If "value" already represents what it needs to represent,
"value::to_variant" may not need to be exposed unless there's a lot of user
demand for that.
I exposed it to avoid having to implement a visit function. Having
such a visit function would have the same problems. I think
visiting a variant-like is one of the most common things. It make
sense not to expose the function if we end up with an alternate
tuple-like interface, though.
...
There is also an existential value/reference problem with "value":
- The internal variant type includes a string_view whose string is owned by
the row. This seems kind of dangerous or at least misleading.

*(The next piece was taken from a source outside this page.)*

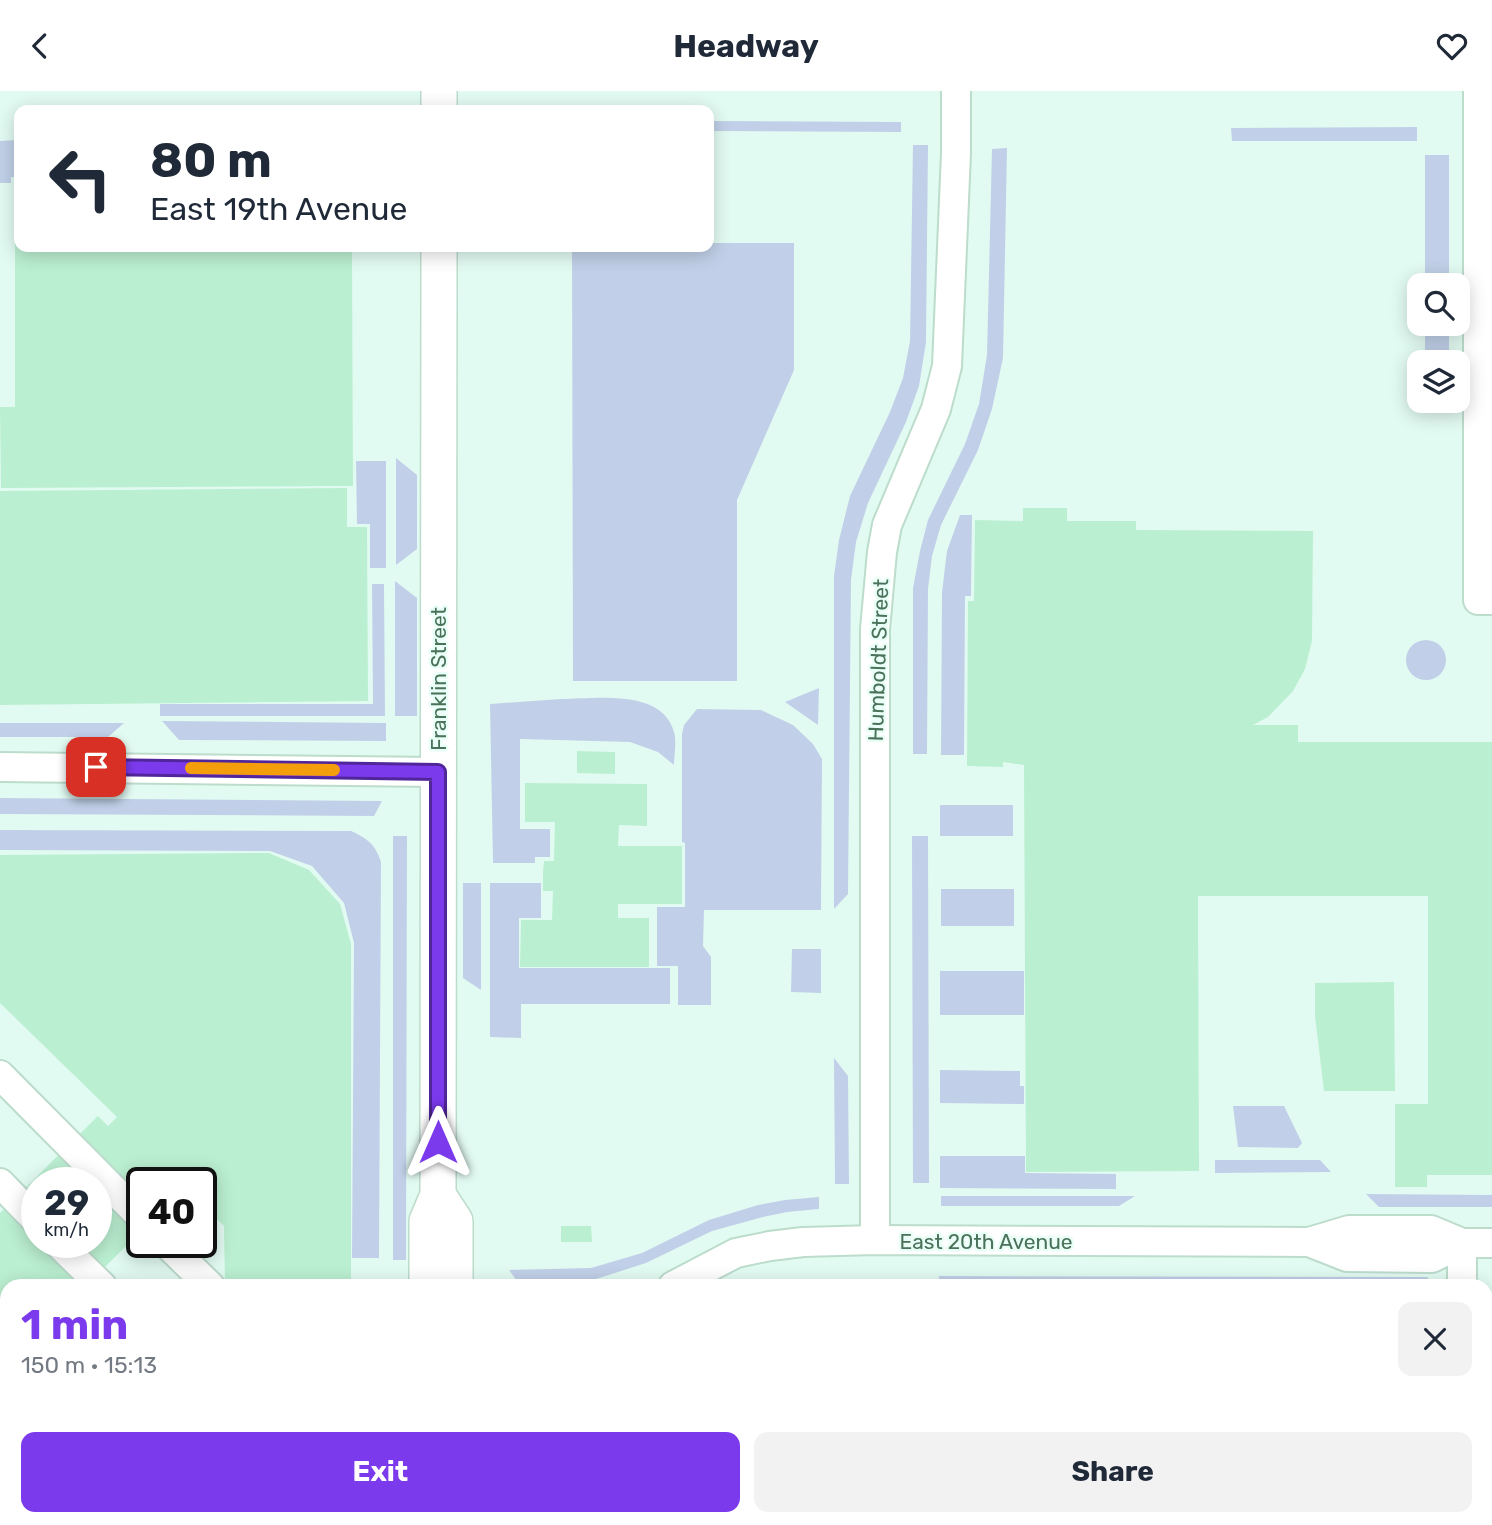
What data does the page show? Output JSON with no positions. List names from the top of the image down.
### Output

We have a
reference type that's called "value", while this is more like a const
"field view" or something.
- At the same time, it's not a view either because I assume this is
mutable, and updating numbers would not update the row.
- The other values in the variant are value types, which makes "value" both
a value and a reference type depending on the column type.
- A reference type seems appropriate here because we don't want to copy all
the data when iterating the results, but we need some other pattern for
"value". A const view is especially useful because we might be able to keep
value types for numbers, etc... Encapsulating the variant is also helpful
here.
- Calling a type "value" is a bad indication anyway. Any value is a "value".
If we go down the compile-time parsing strategy, together with the buffering
I described above, making it owning may be the best option. Any naming
ideas? field_value? field? sql_value?
...
As others have mentioned, "value::get_std_optional" is unusual. It may not
look problematic at first but it has a number of problems:
First of all, I'd like to know your thoughts about the conversion
functionality in value
(https://anarthal.github.io/mysql/mysql/values.html#mysql.values.conversions).
Do you think it's helpful for the user? If it wasn't because of conversions,
we could replace value::get_optional and value::get_std_optional for
something similar to variant2::get_if, returning a pointer to the
underlying value,
avoiding the problem altogether. This could make even more sense if we make
the value owning, as value::get_optional<std::string> would end up copying
the underlying string, which doesn't make a lot of sense.
...
If I understood the documentation correctly, it's also problematic to use
an empty optional for both a null value and an invalid result. They are
simply not the same thing. Libraries always differentiate an invalid state
from null in a field. This is especially relevant because the documentation
warns us against using the "is_convertible_to" pattern over "get_optional"
because "is_convertible_to" is unnecessarily slow. By the way, it would be
nice to explain why "// WARNING!! Inefficient, do NOT do" is true. I
wouldn't expect that to cost more than creating the optional value.
The distinction can be made with something like:

value v = /* get the value */
if (v.is_null()) {
    // handle the NULL case
} else {
    double d = v.get<double>(); // will throw on type mismatch
}

So maybe what we're lacking is something in the documentation
to address how to handle NULL values effectively. I've raised
https://github.com/anarthal/mysql/issues/77
to address this issue.

Calling value::is_convertible_to, then value::get will perform the conversion
twice, while value::get_optional will do it just once. It isn't
horribly inefficient,
though - maybe this section is causing more confusion than aid.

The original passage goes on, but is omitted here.